O facto foi tornado público no final da tarde desta terça-feira, através de um comunicado de imprensa apresentado a jornalistas pelo porta-voz da terceira sessão ordinária do novo executivo, dirigido pessoalmente pelo Presidente Daniel Chapo, em Maputo.
O comunicado de imprensa do Conselho de Ministros refere-se a aprovação da resolução que autoriza a alienação de 91% por cento das acções do estado na empresa linhas aéreas de Moçambique por negociações particular.

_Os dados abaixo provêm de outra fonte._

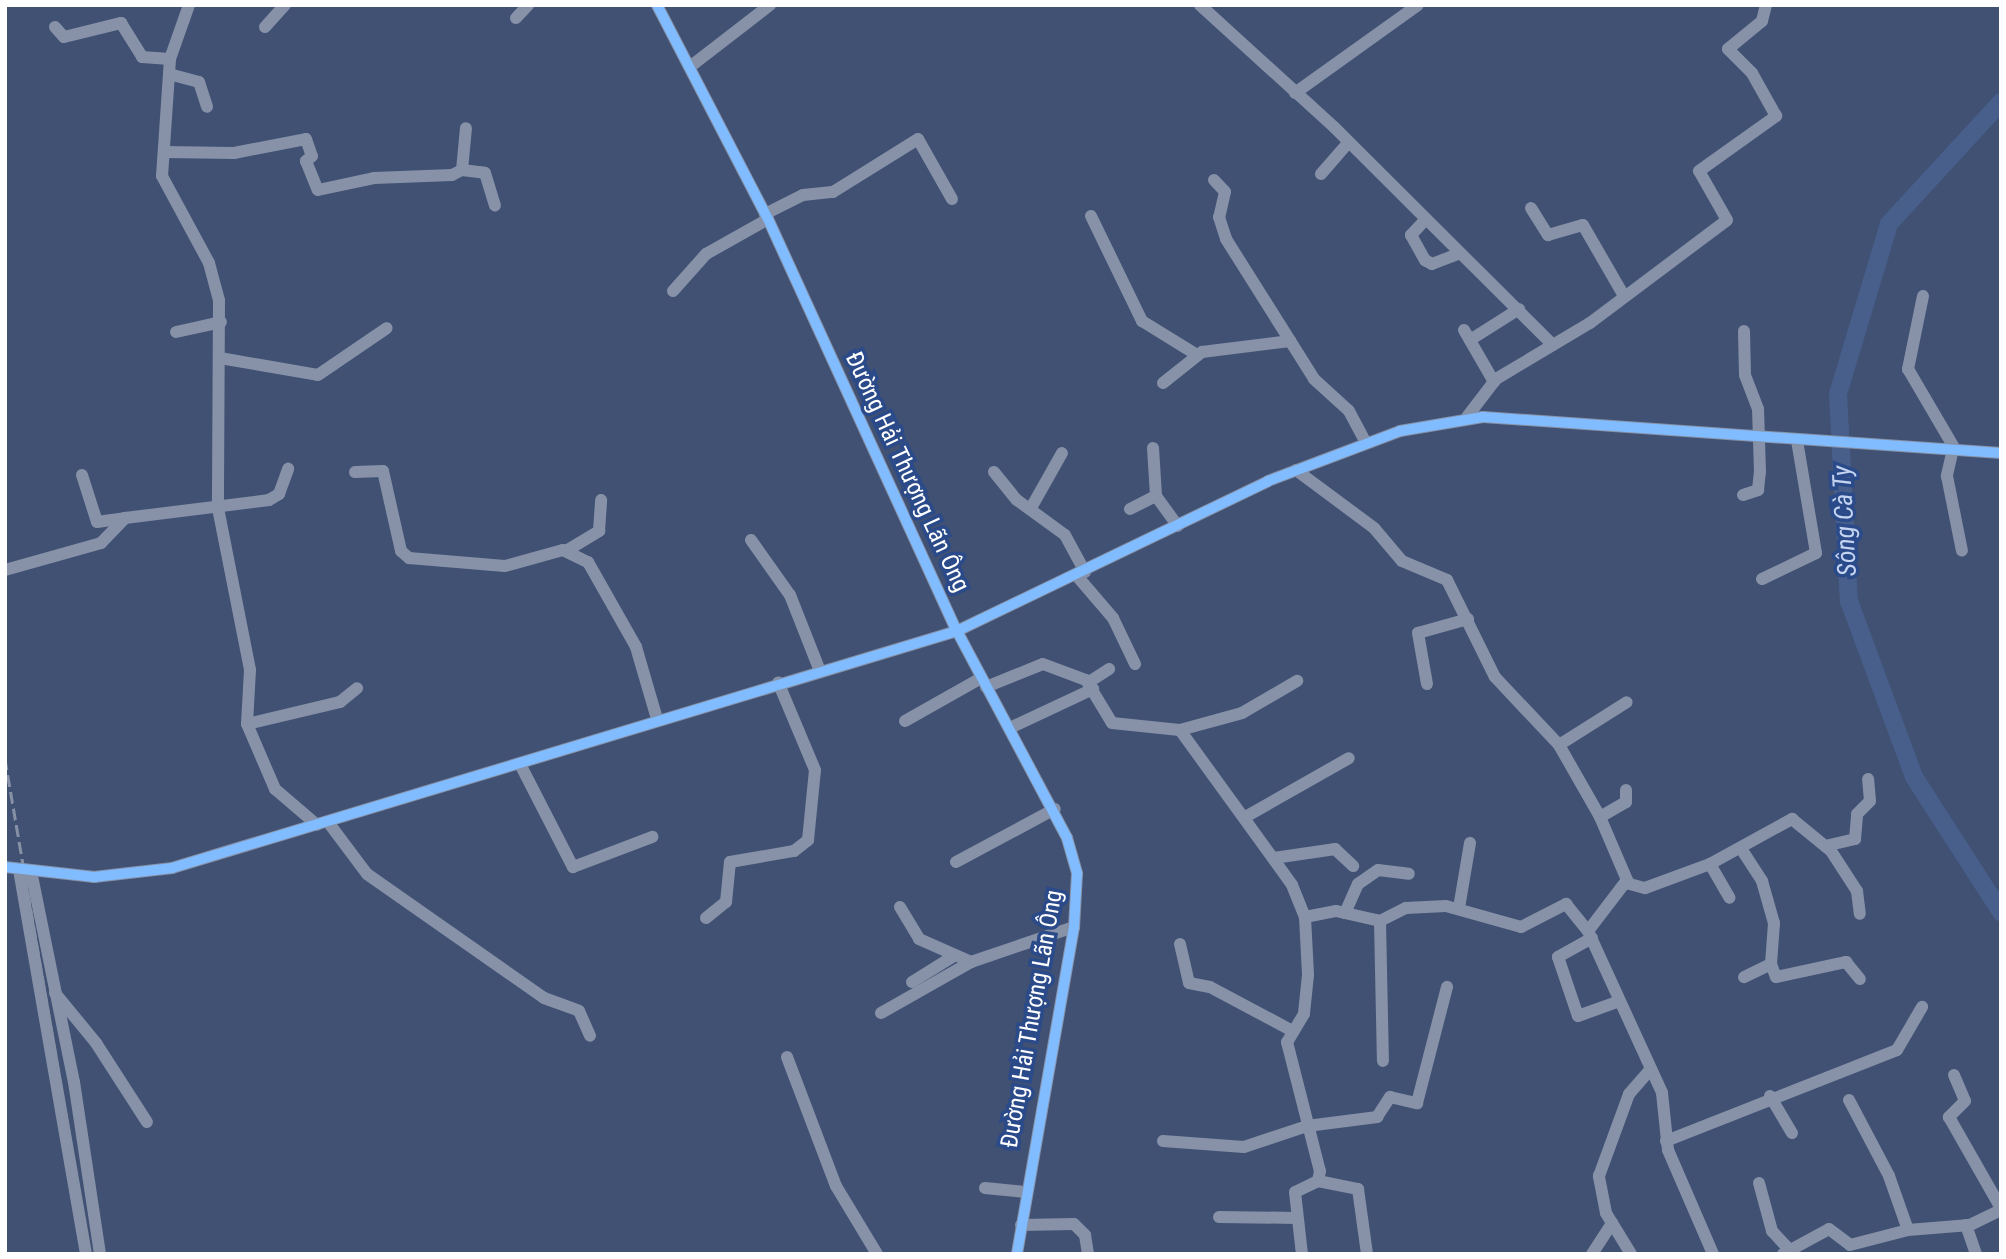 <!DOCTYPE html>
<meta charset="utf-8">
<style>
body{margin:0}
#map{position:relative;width:2006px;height:1259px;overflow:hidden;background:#405173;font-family:"Roboto Condensed",sans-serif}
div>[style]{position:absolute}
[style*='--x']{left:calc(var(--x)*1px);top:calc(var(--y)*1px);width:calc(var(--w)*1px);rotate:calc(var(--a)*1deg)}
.river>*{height:18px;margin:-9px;padding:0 9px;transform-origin:9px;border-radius:9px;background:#485f8b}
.minor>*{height:12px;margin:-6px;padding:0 6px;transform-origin:6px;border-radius:6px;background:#8792a8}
.rail>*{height:2.5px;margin-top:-1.25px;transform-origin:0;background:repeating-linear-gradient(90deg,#8691a6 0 12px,transparent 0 17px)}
.cycleway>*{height:10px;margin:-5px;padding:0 5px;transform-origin:5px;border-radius:5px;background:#80bcff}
span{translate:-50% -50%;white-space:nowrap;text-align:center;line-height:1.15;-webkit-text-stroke:7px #2a4a89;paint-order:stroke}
.street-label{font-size:24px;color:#fff}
.water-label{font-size:26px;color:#c3d3f0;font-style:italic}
.frame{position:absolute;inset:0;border:7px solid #fff;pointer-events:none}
</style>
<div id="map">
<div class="river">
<i style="--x:2001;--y:102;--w:166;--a:132.6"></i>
<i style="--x:1889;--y:224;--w:177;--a:106.7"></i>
<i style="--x:1838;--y:394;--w:207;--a:87"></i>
<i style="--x:1849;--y:601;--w:188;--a:69.7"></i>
<i style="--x:1914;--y:777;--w:161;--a:57.2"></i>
</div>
<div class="minor">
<i style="--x:189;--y:5;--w:57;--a:109.4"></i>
<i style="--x:170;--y:59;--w:117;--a:93.9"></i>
<i style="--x:162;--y:176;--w:99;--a:61.6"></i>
<i style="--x:209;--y:263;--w:39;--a:75"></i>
<i style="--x:219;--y:301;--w:207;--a:90.3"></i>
<i style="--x:218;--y:508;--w:165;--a:78.8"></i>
<i style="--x:250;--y:670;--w:54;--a:93.2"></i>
<i style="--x:247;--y:724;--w:71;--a:66.7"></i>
<i style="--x:275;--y:789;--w:55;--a:40.6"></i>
<i style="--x:657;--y:5;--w:241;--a:62.6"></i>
<i style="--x:768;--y:219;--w:453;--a:65.4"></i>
<i style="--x:957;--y:631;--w:234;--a:62"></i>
<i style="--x:1067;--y:838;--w:37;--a:74"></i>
<i style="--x:1077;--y:874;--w:53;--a:93.2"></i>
<i style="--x:1074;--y:927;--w:332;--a:99.9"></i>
<i style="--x:1200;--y:5;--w:181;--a:42.3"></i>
<i style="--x:1334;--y:127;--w:309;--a:44.9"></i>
<i style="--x:516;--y:18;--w:18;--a:-47"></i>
<i style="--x:55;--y:27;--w:13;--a:48"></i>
<i style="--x:64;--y:37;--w:59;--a:-13.8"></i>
<i style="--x:121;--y:23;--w:40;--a:58"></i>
<i style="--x:142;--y:57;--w:28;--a:4"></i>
<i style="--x:265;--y:27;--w:30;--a:-48"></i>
<i style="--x:691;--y:66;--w:100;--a:-37.7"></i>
<i style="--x:169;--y:74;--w:31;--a:15"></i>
<i style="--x:199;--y:82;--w:26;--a:72"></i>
<i style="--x:1295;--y:93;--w:151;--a:-35.6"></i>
<i style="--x:164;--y:152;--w:70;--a:0.8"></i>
<i style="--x:234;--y:153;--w:73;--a:-11"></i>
<i style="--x:306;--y:139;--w:18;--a:71"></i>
<i style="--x:312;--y:156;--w:8;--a:140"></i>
<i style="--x:306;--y:161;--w:31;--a:68"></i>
<i style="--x:318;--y:190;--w:57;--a:-12.1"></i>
<i style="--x:374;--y:178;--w:78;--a:-2.2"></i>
<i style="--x:452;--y:175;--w:11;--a:-27"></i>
<i style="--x:462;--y:170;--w:42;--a:-84.6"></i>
<i style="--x:462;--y:170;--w:23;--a:7"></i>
<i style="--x:485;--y:173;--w:34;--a:73"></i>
<i style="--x:1321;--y:174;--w:40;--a:-49"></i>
<i style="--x:1214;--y:180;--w:16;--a:47"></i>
<i style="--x:1225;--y:192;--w:26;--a:103"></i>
<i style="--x:1219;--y:217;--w:23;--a:72"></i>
<i style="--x:1226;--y:239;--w:165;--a:57.8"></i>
<i style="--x:1314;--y:379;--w:47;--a:42.4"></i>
<i style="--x:1349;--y:411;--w:36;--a:62"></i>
<i style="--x:1531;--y:208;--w:32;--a:58"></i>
<i style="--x:1548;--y:235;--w:36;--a:-16"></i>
<i style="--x:1583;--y:225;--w:82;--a:60"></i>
<i style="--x:765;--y:214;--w:42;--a:-26.6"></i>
<i style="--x:803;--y:195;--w:30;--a:-6"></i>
<i style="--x:833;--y:192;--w:100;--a:-31.9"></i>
<i style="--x:918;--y:139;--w:69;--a:60.5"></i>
<i style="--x:1091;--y:216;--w:117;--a:64.1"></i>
<i style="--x:1142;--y:321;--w:65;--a:31.7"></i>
<i style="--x:1426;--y:219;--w:22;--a:133"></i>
<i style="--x:1411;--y:235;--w:29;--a:61"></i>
<i style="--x:1425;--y:260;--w:8;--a:30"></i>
<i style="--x:1432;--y:264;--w:30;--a:-21"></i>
<i style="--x:673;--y:291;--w:50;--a:-48.3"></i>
<i style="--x:706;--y:254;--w:71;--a:-29.4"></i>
<i style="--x:1923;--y:296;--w:75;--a:101.6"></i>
<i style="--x:1908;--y:369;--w:93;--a:59.6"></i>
<i style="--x:1464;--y:330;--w:60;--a:60"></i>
<i style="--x:176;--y:332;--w:46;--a:-12.5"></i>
<i style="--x:1470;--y:340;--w:58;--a:-32.3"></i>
<i style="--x:220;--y:358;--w:99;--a:9.8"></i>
<i style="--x:318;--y:375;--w:83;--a:-34.3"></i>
<i style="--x:1163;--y:383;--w:50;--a:-38.5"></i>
<i style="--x:1202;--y:352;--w:89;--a:-7.1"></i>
<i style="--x:1467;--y:417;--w:48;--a:-52.7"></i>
<i style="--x:1496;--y:379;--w:109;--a:-30.8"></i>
<i style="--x:1590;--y:323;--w:171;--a:-36.9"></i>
<i style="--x:1727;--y:220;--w:56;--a:-119.7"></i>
<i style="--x:1699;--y:171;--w:95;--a:-35.5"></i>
<i style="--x:1776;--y:116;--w:49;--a:-119.2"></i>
<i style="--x:1752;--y:73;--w:34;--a:-135"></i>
<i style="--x:1728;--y:49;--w:44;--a:-39.5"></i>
<i style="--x:1762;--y:21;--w:16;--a:-76"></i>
<i style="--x:1153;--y:448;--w:48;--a:86.4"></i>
<i style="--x:1156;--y:496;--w:37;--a:54"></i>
<i style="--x:1953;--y:449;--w:28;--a:103"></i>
<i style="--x:1947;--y:476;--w:76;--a:78.7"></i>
<i style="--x:1296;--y:470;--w:97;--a:36.6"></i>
<i style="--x:1374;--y:528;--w:43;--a:49.7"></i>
<i style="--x:1402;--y:561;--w:49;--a:22.9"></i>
<i style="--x:1447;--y:580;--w:108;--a:63.7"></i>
<i style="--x:1495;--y:677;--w:93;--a:46.7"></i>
<i style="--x:1559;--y:745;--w:83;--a:60.3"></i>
<i style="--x:1600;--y:817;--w:69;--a:66.8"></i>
<i style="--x:1627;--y:880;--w:64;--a:127.4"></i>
<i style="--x:1588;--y:931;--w:178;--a:65.4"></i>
<i style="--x:1662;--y:1093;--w:57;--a:84"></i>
<i style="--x:1668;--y:1150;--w:113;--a:66.6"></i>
<i style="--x:355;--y:472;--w:28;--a:-2"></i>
<i style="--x:383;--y:471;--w:82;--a:77.3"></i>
<i style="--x:401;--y:551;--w:11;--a:41"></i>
<i style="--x:409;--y:558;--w:96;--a:4.8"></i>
<i style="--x:505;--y:566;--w:60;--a:-15.4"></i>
<i style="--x:563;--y:550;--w:28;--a:26"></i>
<i style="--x:588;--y:562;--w:98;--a:60.5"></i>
<i style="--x:636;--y:647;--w:75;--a:73.7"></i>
<i style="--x:994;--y:472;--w:36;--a:51"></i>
<i style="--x:1017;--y:500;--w:59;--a:36.1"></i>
<i style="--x:1065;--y:535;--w:42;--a:61.6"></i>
<i style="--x:82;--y:475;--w:49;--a:72.3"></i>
<i style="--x:97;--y:522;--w:28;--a:-8"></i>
<i style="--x:1743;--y:495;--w:16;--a:-18"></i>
<i style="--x:1758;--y:490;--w:18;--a:-84"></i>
<i style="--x:1760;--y:472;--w:63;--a:-91.8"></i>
<i style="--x:1758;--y:409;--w:36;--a:-111"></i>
<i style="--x:1745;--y:375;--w:44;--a:-91.3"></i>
<i style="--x:1031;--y:508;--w:63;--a:-60.6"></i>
<i style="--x:1130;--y:509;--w:29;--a:-27"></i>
<i style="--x:751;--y:540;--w:67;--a:54.7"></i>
<i style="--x:790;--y:595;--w:82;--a:68.5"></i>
<i style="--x:566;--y:551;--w:39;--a:-31"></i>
<i style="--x:599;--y:531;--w:31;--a:-86"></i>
<i style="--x:5;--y:570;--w:100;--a:-15.7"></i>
<i style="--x:101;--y:543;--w:35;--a:-46"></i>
<i style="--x:125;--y:518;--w:145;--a:-7.1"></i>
<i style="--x:269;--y:500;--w:12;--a:-31"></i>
<i style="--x:279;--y:494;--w:27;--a:-70"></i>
<i style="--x:1077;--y:576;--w:55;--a:49.4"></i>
<i style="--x:1113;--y:618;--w:51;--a:64.4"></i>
<i style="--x:1762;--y:579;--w:60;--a:-25.7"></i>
<i style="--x:1816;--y:553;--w:114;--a:-99.6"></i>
<i style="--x:1089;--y:682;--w:24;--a:-33"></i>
<i style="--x:1427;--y:684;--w:52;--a:-100"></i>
<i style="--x:1418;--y:633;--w:52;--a:-15.6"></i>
<i style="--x:986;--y:687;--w:61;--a:-22"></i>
<i style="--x:1043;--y:664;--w:46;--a:20.4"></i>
<i style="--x:1086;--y:680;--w:50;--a:58.8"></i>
<i style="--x:1112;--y:723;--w:68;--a:5.9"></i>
<i style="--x:1180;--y:730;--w:191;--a:54.1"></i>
<i style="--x:1292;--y:885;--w:35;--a:68"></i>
<i style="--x:1305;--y:917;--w:58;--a:87"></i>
<i style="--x:1308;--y:975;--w:39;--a:96"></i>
<i style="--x:1304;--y:1014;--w:33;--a:121"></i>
<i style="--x:1287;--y:1042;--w:133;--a:75.7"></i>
<i style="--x:1320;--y:1171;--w:10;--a:101"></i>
<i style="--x:1318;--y:1181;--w:25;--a:154"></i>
<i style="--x:1295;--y:1192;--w:62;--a:83.6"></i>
<i style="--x:905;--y:721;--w:87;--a:-29.5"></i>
<i style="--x:247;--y:724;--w:96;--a:-13.3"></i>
<i style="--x:340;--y:702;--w:22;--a:-39"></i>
<i style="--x:1010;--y:728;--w:92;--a:-25.2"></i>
<i style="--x:1180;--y:730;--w:64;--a:-15.3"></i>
<i style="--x:1242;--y:713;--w:64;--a:-30.2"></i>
<i style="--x:1559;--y:745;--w:80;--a:-32.3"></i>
<i style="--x:520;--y:764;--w:116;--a:62.8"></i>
<i style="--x:573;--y:867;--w:85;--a:-20.8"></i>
<i style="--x:1247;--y:816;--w:117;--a:-29.6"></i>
<i style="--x:1600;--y:817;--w:30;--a:-30"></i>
<i style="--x:1626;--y:802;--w:12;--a:-90"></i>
<i style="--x:328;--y:822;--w:65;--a:53.1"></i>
<i style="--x:367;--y:874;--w:216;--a:35"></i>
<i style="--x:544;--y:998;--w:37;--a:20"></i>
<i style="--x:579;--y:1011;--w:27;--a:66"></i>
<i style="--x:1825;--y:846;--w:31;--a:-13"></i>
<i style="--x:1855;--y:839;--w:25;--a:-85"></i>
<i style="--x:1857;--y:814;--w:18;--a:-45"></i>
<i style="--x:1870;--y:801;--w:22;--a:-95"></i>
<i style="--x:1742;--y:850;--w:37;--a:57"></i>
<i style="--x:1762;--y:881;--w:44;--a:74.1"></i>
<i style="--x:1774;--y:923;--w:41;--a:94.2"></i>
<i style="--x:1771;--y:964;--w:30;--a:154"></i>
<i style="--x:1274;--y:858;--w:62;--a:-8.4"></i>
<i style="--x:1335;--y:849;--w:25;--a:43"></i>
<i style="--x:956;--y:862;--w:112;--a:-28.2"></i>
<i style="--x:1710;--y:864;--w:39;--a:60"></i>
<i style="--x:5;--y:867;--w:90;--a:6.4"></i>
<i style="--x:94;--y:877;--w:79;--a:-6.6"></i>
<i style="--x:172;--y:868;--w:820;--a:-16.8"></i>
<i style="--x:957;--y:631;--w:345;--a:-25.7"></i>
<i style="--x:1268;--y:481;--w:141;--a:-20.7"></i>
<i style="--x:1400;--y:431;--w:84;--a:-9.6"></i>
<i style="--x:1483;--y:417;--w:519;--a:3.98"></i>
<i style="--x:19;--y:870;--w:390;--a:80.1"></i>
<i style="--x:31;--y:871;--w:215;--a:78.5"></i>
<i style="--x:74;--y:1082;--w:174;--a:81.4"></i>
<i style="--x:1626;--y:883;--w:20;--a:15"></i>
<i style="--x:1645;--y:888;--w:69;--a:-20.3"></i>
<i style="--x:1710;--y:864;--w:94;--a:-28.8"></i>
<i style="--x:1792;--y:819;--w:50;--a:39.4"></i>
<i style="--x:1831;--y:851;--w:48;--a:57"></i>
<i style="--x:1857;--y:891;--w:23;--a:83"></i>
<i style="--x:900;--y:907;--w:37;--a:59"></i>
<i style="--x:919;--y:939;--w:57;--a:23.9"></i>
<i style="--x:1459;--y:908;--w:66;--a:-80.4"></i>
<i style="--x:1345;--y:913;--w:32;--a:-66"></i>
<i style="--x:1358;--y:884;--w:24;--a:-35"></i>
<i style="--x:1378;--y:870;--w:31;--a:7"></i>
<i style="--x:1305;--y:917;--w:32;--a:-11"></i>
<i style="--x:1336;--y:911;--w:45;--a:12.8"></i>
<i style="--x:1380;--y:921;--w:29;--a:-27"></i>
<i style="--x:1406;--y:908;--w:40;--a:-2.9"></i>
<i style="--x:1446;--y:906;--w:78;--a:15.6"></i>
<i style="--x:1521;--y:927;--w:51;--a:-27.1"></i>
<i style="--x:1566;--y:904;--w:35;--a:51"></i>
<i style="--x:706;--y:918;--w:26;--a:-39"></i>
<i style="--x:726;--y:902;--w:40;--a:-84.3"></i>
<i style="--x:730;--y:862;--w:65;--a:-9.8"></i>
<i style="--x:794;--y:851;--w:18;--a:-38"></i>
<i style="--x:808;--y:840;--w:70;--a:-84.3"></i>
<i style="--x:815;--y:770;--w:95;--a:-112.8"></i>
<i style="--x:1380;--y:921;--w:140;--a:88.8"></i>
<i style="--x:1592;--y:938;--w:39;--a:151"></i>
<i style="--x:1558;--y:957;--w:62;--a:71.3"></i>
<i style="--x:1578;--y:1016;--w:41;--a:-19.7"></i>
<i style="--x:1180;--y:944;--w:40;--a:77"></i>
<i style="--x:1189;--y:983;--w:21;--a:11"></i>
<i style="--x:1210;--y:987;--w:92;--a:28"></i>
<i style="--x:1771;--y:964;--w:14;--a:69"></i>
<i style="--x:1776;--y:977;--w:72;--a:-12.1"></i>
<i style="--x:1846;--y:962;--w:22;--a:51"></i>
<i style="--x:912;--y:982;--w:49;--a:-31.8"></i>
<i style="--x:55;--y:993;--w:65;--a:50.6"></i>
<i style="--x:96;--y:1043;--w:94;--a:57.2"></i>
<i style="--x:881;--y:1013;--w:103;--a:-29.5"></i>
<i style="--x:971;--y:962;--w:109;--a:-18.8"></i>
<i style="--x:787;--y:1057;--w:138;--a:69.2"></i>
<i style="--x:836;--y:1186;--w:79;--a:58.9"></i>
<i style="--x:1954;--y:1075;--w:28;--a:67"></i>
<i style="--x:1965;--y:1101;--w:23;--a:135"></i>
<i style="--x:1949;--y:1117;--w:105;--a:60.3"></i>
<i style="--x:1770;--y:1096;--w:43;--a:59.3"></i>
<i style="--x:1849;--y:1100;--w:86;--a:62.2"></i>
<i style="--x:1889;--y:1176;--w:57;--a:70.6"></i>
<i style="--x:1163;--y:1141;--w:81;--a:4.2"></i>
<i style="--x:1244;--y:1147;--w:66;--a:-18.4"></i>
<i style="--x:1307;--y:1126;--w:71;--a:-7.3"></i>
<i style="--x:1377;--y:1117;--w:24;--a:-57"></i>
<i style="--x:1390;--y:1097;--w:28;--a:13"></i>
<i style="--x:1417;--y:1103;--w:120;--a:-75.5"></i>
<i style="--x:1666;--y:1141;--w:248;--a:-21.5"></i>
<i style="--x:1897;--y:1050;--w:50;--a:-59.8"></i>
<i style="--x:1318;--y:1181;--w:41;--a:11.3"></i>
<i style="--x:1358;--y:1189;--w:66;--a:82.1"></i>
<i style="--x:1759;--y:1183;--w:50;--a:74.8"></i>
<i style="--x:1772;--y:1231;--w:25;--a:47"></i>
<i style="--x:985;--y:1188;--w:40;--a:5.7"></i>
<i style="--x:1219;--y:1217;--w:78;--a:0.7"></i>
<i style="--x:1021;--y:1225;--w:53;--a:-1.1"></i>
<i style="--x:1074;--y:1224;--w:16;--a:45"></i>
<i style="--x:1085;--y:1235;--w:19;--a:81"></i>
<i style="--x:1966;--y:1225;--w:31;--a:71"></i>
<i style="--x:1592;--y:1254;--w:37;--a:-57"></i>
<i style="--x:1631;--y:1254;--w:48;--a:-121.4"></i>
<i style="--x:1606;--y:1213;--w:38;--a:-101"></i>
<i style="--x:1599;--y:1176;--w:87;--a:-69.9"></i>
<i style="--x:1629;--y:1094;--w:33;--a:-49"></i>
<i style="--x:1783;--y:1254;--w:52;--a:-28.5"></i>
<i style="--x:1829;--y:1229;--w:26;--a:37"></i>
<i style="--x:1850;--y:1245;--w:60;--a:-14.5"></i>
<i style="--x:1908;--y:1230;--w:62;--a:-4.6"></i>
<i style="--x:1970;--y:1225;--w:34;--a:-26"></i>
</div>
<div class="rail">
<i style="--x:5;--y:758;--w:503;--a:80.28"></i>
</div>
<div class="cycleway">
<i style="--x:657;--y:5;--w:241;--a:62.6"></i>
<i style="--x:768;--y:219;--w:453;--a:65.4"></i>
<i style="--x:957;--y:631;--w:234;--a:62"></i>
<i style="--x:1067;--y:838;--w:37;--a:74"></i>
<i style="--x:1077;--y:874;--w:53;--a:93.2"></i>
<i style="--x:1074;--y:927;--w:332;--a:99.9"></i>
<i style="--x:5;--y:867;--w:90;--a:6.4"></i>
<i style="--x:94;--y:877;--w:79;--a:-6.6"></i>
<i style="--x:172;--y:868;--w:820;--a:-16.8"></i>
<i style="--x:957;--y:631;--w:345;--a:-25.7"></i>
<i style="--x:1268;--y:481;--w:141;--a:-20.7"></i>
<i style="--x:1400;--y:431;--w:84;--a:-9.6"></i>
<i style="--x:1483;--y:417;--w:519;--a:3.98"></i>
</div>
<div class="street-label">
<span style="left:907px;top:472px;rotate:65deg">Đường Hải Thượng Lãn Ông</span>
<span style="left:1032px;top:1019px;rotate:-80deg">Đường Hải Thượng Lãn Ông</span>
</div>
<div class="water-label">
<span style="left:1845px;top:521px;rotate:-93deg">Sông Cà Ty</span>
</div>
<div class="frame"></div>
</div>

Por outro lado e de acordo com a fonte governamental, a resolução aprovada autoriza as empresas do sector empresarial do estado nomeadamente a gigante Hidroeléctrica Cahora Bassa, HCB, a empresa Caminhos de Ferro de Moçambique, CFM e a EMOSE, Empresa Moçambicana de Seguros a adquirir a participação do Estado na LAM.
O estado explica ainda que com o valor que deverá ser arrecadado pelo negócio da venda de 91% de acções da sua participação na LAM, num valor nominal estimado de 130 milhões de dólares americanos pretende-se investir na aquisição de 8 aeronaves e reestruturação da empresa LAM.
No mês passado a LAM foi obrigada a fazer mexidas no topo do seu Conselho de Administração no seguimento da nomeação de Américo Muchanga para Ministro das Comunicações e Transformação Digital o que culminou com a indicação de Marcelino Gildo Alberto, um quadro considerado competente na componente de administração e gestão de empresas por causa do seu desempenho considerado ‘muito bom’ em frente da Electricidade de Moçambique, EDM. Marcelino Gildo é considerado o homem que salvou a EDM da tendência de falência em que se encontrava desde a sua imagem ao público até a degradação acentuada das suas contas. Gildo Alberto também é apontado como tendo contribuído para os níveis de conquista no negócio da energia ao nível da região porquanto Moçambique actua neste momento como player privilegiado no sector energético incluindo a SADC. Além disso a sua contribuição nos resultados que o governo de Filipe Nyusi conseguiu e reclama na expansão da energia para as comunidades rurais no país.
A LAM é uma empresa do estado considerada em situação de falência técnica com vários problemas na qualidade dos seus voos incluindo problemas de dívidas com os seus fornecedores para além de evidências sobre gestão danosa.
A LAM já passou por vários processos de reestruturação que falharam; a mais recente foi ensaiada pelo recente ministro Mateus Magala que fracassou ao tentar envolver uma empresa sul-africana na gestão sem aprovação da massa laboral, que boicotou a iniciativa. A LAM também é apontada como sendo uma espécie de ‘vaca leiteira’ do partido Frelimo.